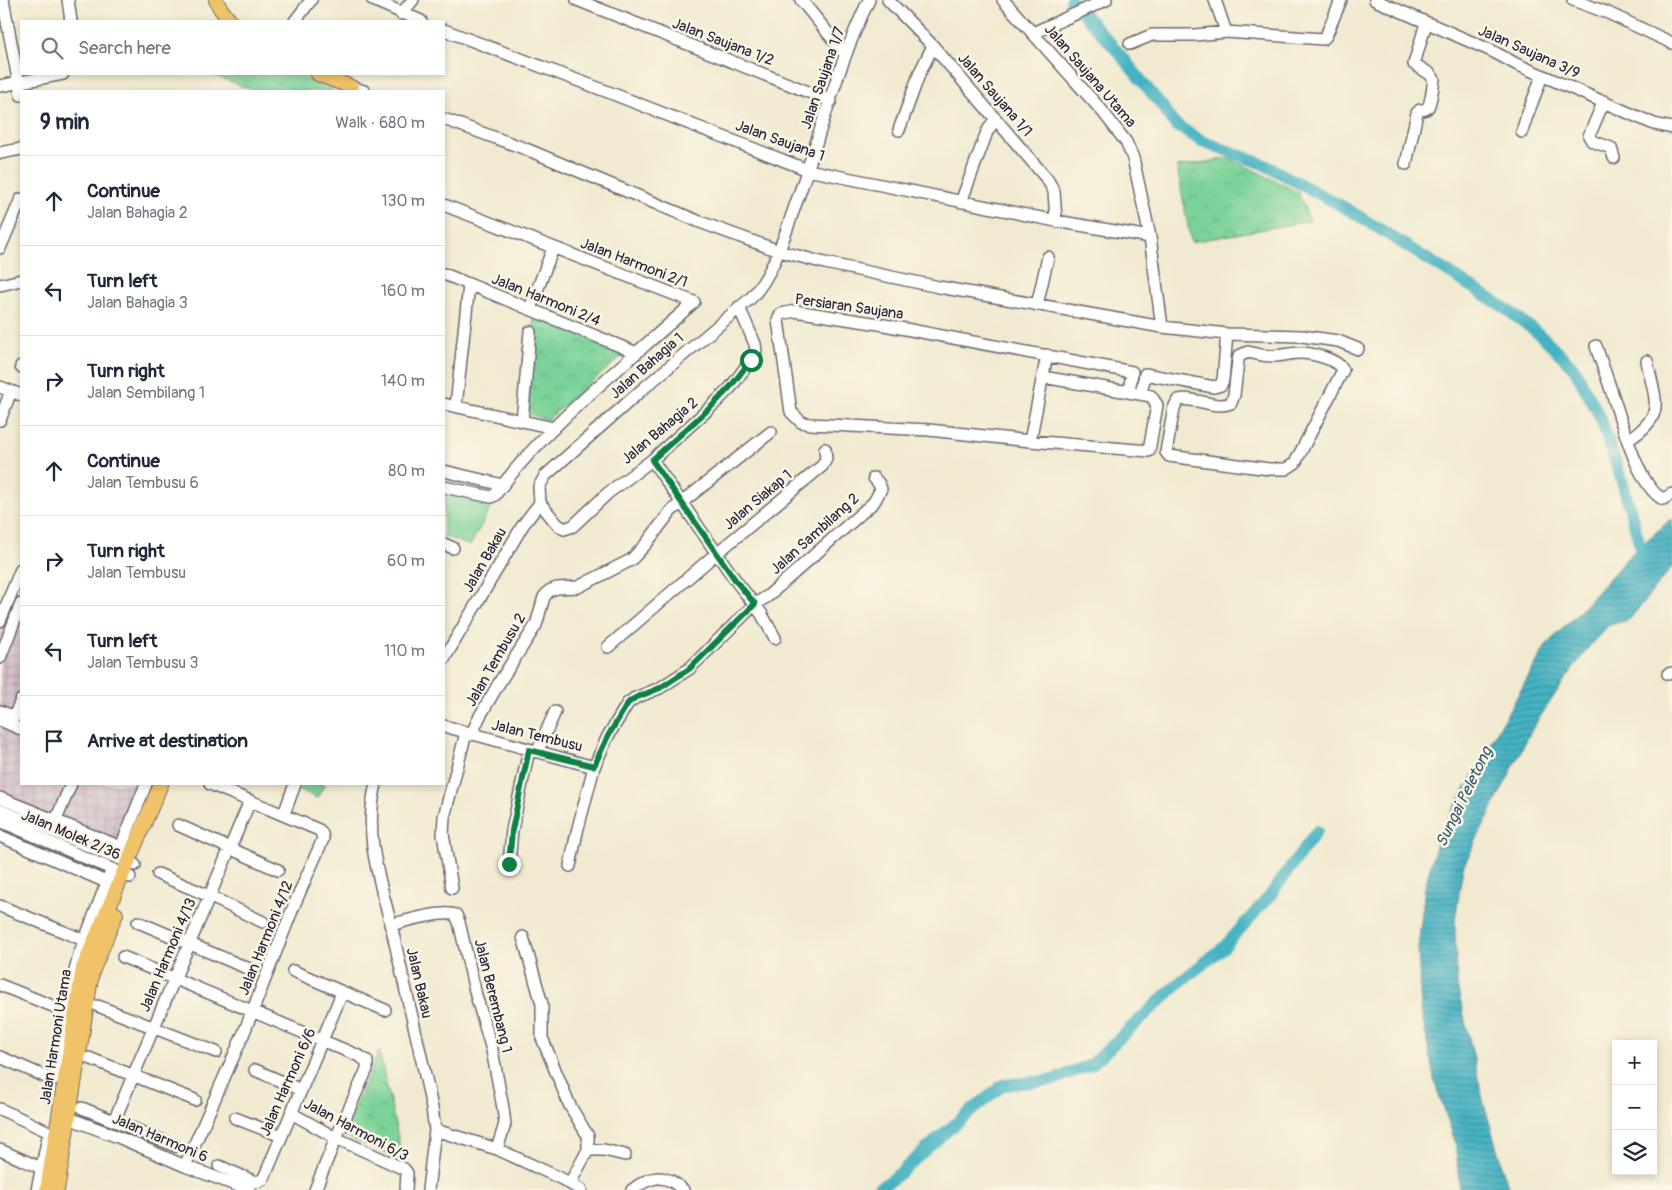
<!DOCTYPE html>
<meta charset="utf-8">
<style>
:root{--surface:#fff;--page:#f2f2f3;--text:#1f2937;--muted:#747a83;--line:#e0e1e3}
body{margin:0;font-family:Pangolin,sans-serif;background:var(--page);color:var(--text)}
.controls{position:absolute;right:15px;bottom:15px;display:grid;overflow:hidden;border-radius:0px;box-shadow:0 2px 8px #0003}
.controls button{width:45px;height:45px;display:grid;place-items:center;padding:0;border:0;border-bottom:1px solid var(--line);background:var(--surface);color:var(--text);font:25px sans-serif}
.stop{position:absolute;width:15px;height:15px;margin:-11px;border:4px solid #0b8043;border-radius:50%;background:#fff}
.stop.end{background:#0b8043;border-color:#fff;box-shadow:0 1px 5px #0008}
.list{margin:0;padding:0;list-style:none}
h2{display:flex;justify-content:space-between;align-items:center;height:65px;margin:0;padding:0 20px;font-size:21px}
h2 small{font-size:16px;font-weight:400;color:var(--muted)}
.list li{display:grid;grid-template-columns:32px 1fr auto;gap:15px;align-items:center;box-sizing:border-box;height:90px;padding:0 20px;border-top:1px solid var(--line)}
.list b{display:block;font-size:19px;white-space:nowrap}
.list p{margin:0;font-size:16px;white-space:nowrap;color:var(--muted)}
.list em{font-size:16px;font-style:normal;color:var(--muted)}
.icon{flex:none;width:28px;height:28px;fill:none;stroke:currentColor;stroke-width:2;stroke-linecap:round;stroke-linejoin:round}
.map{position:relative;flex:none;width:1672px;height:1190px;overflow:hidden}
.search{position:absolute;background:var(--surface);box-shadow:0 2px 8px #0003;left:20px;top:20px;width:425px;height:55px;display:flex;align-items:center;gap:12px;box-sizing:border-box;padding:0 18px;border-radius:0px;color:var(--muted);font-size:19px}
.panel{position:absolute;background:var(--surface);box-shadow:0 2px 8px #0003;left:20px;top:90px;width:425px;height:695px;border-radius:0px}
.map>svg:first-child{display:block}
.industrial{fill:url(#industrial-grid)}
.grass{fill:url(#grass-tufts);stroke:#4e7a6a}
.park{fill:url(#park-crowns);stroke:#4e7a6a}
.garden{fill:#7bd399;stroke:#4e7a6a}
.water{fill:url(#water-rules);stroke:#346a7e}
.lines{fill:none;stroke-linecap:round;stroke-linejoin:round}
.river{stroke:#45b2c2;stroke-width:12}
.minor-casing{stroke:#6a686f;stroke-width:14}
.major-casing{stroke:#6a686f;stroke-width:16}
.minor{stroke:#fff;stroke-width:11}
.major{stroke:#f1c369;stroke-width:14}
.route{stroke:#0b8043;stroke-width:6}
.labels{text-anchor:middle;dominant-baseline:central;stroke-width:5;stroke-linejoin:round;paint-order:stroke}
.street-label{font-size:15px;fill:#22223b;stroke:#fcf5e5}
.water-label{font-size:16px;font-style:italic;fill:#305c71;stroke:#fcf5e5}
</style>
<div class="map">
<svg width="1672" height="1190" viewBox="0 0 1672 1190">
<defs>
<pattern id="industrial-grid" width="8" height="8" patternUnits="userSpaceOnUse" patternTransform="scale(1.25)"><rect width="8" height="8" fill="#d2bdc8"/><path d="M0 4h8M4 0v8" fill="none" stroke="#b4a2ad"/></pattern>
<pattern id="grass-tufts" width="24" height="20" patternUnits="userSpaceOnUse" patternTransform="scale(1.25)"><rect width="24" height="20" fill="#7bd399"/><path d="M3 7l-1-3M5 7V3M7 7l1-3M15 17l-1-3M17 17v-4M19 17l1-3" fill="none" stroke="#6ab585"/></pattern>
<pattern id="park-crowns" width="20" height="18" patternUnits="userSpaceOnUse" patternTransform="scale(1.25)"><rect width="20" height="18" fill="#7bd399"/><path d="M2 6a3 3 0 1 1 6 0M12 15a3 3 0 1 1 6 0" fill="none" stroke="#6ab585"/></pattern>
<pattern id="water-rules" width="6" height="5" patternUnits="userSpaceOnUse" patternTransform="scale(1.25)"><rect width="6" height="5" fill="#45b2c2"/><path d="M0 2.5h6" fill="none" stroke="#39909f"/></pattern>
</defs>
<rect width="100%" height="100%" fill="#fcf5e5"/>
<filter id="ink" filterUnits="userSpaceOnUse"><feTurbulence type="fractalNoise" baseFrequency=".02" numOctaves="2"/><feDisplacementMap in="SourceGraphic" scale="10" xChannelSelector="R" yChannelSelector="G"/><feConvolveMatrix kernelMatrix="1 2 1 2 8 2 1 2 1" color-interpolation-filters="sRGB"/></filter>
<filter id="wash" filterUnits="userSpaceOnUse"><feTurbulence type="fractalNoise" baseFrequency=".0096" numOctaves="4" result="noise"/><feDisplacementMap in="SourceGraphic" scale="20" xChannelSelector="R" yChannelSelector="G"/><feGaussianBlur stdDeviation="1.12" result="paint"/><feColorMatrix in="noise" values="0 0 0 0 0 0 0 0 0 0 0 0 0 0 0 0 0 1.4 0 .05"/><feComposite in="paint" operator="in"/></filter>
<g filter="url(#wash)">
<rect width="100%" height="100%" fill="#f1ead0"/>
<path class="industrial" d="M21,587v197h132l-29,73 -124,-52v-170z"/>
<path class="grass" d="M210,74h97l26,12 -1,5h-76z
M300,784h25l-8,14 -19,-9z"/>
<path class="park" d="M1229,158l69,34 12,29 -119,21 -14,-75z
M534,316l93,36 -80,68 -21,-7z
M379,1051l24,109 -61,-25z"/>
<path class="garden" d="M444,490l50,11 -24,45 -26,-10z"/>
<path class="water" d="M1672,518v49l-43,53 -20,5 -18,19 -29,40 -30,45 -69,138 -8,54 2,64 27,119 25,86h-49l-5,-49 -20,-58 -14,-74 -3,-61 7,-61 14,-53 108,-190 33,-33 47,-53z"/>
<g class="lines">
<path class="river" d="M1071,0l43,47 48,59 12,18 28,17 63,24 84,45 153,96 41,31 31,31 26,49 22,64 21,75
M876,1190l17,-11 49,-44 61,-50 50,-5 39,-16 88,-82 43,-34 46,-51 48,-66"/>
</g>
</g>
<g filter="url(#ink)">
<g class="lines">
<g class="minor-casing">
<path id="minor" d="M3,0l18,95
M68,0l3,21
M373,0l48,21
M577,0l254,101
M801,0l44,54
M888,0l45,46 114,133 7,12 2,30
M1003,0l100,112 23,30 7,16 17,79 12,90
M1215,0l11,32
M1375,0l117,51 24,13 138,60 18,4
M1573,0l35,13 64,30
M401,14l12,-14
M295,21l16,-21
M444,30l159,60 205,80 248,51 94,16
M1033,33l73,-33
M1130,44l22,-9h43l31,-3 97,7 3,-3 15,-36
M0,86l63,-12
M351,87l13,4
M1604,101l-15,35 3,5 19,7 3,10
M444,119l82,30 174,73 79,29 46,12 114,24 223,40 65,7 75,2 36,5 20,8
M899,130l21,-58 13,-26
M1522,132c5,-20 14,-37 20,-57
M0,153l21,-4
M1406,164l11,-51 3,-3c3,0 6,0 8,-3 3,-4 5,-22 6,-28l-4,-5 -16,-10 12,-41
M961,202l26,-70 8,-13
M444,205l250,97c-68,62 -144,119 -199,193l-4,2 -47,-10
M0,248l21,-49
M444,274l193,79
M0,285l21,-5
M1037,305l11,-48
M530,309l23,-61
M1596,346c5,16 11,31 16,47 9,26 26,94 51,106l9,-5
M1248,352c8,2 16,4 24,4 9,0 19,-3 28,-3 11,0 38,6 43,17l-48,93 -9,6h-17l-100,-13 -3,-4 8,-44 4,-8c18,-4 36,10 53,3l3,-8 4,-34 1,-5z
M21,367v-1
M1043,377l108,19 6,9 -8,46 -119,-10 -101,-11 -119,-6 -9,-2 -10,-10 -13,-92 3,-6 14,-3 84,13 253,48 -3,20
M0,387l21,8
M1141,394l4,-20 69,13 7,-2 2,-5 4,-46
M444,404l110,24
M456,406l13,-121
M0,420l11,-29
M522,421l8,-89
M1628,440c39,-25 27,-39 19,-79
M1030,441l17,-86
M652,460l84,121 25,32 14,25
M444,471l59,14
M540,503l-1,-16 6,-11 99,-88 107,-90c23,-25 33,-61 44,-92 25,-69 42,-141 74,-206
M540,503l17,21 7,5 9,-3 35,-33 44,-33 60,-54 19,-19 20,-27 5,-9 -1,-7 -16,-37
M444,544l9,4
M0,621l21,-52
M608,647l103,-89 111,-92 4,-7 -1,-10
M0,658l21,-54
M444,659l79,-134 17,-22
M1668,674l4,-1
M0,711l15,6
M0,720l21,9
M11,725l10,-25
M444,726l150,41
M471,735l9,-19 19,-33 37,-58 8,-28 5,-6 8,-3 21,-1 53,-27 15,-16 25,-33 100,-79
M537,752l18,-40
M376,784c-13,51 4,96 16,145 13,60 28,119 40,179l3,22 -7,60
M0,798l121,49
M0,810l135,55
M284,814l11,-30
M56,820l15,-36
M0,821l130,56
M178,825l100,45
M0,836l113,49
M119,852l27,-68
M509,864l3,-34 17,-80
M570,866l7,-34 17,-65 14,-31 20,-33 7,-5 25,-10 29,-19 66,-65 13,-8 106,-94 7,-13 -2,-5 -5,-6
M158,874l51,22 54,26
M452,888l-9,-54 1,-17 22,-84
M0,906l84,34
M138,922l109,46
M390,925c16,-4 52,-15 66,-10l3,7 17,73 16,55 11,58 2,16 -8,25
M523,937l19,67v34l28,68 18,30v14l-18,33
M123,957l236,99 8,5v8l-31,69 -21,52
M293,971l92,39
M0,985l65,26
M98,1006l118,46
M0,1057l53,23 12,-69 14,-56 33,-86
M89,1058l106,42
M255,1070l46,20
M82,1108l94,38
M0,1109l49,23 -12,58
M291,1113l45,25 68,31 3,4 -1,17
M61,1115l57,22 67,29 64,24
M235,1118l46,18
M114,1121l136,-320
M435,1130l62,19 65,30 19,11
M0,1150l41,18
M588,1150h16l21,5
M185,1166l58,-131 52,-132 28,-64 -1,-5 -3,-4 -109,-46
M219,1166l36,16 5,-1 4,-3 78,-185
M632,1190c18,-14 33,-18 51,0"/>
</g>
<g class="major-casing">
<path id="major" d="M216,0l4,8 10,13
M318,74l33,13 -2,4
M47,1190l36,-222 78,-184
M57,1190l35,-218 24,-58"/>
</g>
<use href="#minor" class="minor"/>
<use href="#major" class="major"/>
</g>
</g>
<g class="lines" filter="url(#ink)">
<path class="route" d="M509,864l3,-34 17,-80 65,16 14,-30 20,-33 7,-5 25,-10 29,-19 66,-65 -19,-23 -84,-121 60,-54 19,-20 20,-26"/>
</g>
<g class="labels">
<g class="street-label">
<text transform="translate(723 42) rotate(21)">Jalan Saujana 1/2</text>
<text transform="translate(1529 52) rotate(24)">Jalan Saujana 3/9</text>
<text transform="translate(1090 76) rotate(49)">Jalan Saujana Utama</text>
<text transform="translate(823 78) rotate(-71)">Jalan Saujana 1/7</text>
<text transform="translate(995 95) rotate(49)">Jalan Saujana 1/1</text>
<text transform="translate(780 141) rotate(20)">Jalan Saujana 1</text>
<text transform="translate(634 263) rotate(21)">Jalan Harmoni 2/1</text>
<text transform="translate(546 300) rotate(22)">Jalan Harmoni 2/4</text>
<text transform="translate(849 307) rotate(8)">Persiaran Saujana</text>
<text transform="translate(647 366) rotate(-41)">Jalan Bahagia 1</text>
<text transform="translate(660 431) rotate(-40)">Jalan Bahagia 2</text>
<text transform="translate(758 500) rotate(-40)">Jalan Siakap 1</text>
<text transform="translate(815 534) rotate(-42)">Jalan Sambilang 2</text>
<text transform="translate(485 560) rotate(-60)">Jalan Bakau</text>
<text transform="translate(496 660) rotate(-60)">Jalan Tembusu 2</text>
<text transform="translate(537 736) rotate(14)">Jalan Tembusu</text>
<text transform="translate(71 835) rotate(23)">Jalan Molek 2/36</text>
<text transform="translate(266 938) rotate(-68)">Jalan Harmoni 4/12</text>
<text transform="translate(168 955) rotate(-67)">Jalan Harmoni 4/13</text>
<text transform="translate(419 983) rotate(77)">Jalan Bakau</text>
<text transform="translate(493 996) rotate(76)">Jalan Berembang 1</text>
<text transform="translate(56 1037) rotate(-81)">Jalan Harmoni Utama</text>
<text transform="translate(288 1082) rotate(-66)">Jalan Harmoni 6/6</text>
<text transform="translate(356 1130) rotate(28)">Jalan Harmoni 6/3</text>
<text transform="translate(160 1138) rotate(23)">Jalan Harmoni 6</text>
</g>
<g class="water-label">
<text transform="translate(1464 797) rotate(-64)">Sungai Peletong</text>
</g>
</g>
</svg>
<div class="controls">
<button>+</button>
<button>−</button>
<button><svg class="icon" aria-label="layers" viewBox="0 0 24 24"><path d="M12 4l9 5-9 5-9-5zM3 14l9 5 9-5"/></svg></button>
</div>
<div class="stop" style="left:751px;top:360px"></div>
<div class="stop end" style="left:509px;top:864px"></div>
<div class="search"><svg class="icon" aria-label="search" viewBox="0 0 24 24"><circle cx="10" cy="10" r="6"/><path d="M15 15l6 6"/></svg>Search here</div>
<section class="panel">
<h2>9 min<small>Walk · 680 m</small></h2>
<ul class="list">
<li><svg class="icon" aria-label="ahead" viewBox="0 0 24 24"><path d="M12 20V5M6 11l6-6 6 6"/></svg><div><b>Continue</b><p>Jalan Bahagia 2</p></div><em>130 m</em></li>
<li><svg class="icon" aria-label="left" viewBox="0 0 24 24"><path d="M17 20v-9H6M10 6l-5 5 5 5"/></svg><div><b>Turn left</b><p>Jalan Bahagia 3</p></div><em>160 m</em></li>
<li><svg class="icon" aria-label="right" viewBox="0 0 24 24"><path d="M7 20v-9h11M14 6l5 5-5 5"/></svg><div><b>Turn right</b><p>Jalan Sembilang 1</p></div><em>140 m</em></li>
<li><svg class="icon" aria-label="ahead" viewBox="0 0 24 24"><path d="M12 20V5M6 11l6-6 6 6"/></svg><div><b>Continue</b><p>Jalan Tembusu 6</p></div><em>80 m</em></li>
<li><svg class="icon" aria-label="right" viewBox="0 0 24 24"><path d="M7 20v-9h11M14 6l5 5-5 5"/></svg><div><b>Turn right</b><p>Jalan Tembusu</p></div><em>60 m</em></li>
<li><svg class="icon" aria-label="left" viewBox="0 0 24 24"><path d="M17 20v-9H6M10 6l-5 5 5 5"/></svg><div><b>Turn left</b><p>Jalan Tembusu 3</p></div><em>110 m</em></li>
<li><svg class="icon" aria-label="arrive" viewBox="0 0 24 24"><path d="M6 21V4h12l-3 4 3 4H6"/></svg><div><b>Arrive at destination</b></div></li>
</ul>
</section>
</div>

§ EXERCISE INSTRUCTIONS
Gather all lines with the string "white" from the data.

§ RESPONSE
.list b{display:block;font-size:19px;white-space:nowrap}
.list p{margin:0;font-size:16px;white-space:nowrap;color:var(--muted)}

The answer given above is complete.